Copy, from the entries below, each line where the word "built" can be found.
# # # #
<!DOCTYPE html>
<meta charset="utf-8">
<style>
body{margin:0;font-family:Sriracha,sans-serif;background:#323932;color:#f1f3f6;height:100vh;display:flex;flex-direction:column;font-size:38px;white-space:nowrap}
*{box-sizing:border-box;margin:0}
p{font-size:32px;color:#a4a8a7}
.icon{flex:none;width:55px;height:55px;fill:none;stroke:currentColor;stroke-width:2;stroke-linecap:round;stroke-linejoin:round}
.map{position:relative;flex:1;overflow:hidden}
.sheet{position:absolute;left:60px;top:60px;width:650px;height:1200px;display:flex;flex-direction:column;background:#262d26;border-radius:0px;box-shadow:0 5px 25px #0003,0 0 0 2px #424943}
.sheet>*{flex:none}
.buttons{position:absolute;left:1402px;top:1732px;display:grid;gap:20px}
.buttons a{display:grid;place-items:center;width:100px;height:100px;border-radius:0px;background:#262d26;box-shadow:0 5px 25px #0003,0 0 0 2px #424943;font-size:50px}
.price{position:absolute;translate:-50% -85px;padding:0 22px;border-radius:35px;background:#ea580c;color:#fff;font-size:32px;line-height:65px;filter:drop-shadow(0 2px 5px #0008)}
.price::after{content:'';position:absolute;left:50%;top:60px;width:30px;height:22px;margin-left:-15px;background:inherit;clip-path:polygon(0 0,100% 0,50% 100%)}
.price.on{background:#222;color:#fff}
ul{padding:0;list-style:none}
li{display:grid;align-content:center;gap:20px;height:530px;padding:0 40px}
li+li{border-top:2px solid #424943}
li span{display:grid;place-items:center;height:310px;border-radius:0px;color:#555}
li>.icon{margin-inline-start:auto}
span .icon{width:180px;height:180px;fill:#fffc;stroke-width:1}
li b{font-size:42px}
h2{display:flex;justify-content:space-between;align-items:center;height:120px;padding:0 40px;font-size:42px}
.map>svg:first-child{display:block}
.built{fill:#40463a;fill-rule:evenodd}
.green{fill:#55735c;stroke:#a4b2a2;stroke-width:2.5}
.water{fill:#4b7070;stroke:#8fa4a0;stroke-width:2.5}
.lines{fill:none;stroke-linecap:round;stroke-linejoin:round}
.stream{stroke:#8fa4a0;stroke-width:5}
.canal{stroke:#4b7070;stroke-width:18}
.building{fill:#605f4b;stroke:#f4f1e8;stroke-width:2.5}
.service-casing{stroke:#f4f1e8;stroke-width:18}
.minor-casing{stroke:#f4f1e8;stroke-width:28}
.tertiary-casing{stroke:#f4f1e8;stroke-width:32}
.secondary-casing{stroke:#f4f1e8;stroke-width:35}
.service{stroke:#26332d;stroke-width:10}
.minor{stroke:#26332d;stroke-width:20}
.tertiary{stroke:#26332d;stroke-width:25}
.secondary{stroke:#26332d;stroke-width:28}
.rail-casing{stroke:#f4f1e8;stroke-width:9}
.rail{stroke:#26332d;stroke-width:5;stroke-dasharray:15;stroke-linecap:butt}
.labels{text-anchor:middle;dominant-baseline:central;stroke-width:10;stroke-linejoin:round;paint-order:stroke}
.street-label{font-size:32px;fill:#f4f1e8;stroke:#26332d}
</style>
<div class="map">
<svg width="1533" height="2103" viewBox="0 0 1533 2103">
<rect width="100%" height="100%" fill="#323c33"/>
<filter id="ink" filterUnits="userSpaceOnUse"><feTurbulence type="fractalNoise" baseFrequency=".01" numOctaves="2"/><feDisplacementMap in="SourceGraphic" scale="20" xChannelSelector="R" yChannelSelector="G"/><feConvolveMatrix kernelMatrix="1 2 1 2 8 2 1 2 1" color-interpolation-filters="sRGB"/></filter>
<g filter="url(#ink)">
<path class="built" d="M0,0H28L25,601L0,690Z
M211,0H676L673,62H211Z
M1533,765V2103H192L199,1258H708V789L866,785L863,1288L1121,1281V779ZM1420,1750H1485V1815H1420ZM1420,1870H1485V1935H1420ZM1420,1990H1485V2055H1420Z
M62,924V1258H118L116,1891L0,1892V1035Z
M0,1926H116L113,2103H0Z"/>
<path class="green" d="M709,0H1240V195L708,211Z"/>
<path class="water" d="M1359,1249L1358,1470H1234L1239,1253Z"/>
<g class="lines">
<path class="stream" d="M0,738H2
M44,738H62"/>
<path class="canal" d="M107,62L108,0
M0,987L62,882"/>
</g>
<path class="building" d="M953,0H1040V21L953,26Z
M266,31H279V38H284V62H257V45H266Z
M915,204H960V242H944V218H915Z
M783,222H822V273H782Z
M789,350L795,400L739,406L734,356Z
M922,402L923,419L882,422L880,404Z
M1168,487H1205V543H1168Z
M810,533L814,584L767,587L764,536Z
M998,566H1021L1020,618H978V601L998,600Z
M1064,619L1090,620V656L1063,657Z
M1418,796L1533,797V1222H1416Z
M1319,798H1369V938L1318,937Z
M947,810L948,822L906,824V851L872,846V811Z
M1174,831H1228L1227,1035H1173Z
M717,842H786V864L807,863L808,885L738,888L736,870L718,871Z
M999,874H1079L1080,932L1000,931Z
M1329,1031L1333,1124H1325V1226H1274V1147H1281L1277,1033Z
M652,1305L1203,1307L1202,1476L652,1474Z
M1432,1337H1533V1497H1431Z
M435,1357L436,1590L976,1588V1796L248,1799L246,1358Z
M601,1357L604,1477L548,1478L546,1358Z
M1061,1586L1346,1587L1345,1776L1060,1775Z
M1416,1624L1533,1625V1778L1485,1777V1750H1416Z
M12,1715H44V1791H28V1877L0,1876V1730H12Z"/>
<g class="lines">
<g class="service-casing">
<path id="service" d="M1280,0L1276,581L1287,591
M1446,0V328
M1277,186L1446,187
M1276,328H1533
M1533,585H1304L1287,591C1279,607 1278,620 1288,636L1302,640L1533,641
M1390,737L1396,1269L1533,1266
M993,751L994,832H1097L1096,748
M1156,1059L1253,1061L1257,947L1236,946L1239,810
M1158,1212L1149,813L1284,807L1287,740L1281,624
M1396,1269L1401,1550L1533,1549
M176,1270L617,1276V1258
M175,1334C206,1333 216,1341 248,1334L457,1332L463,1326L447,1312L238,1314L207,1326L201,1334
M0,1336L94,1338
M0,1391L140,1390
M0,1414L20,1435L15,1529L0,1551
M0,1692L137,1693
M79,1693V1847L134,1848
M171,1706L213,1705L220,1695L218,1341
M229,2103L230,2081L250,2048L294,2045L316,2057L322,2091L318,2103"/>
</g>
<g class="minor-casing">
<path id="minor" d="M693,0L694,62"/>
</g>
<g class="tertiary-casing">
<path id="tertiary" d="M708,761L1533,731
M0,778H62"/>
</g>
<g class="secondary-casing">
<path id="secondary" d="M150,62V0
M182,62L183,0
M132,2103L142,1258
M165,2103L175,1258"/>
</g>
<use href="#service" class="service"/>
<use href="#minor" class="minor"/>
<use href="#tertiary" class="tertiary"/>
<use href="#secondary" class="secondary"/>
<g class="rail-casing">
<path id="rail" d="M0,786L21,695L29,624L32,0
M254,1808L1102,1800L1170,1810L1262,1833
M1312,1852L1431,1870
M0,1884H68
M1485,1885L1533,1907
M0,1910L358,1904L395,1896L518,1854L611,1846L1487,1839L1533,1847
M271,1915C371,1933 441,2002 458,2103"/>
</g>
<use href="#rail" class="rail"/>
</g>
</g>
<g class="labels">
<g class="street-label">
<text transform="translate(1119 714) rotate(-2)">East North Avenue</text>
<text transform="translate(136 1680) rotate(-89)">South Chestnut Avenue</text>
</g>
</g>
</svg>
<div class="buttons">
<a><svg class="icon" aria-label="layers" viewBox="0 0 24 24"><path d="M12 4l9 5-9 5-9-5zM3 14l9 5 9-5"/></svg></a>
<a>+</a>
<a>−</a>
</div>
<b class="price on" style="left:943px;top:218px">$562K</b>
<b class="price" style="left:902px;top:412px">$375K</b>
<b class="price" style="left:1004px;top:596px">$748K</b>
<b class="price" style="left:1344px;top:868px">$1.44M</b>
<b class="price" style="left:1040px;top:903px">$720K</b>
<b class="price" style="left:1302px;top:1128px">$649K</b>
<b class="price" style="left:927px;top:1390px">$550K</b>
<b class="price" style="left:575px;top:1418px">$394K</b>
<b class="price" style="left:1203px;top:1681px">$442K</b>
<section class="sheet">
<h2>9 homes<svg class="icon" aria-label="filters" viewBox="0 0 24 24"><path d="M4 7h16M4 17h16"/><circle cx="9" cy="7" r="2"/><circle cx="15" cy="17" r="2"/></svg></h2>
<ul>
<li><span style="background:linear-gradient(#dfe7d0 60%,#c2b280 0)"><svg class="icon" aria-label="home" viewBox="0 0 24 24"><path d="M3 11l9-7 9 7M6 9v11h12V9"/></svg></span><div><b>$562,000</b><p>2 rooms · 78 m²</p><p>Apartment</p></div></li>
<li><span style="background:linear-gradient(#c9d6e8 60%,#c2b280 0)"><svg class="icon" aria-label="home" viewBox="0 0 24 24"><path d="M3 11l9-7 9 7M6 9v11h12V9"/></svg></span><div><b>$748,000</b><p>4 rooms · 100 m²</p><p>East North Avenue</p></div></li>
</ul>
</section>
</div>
# # # #
Output
.built{fill:#40463a;fill-rule:evenodd}
<path class="built" d="M0,0H28L25,601L0,690Z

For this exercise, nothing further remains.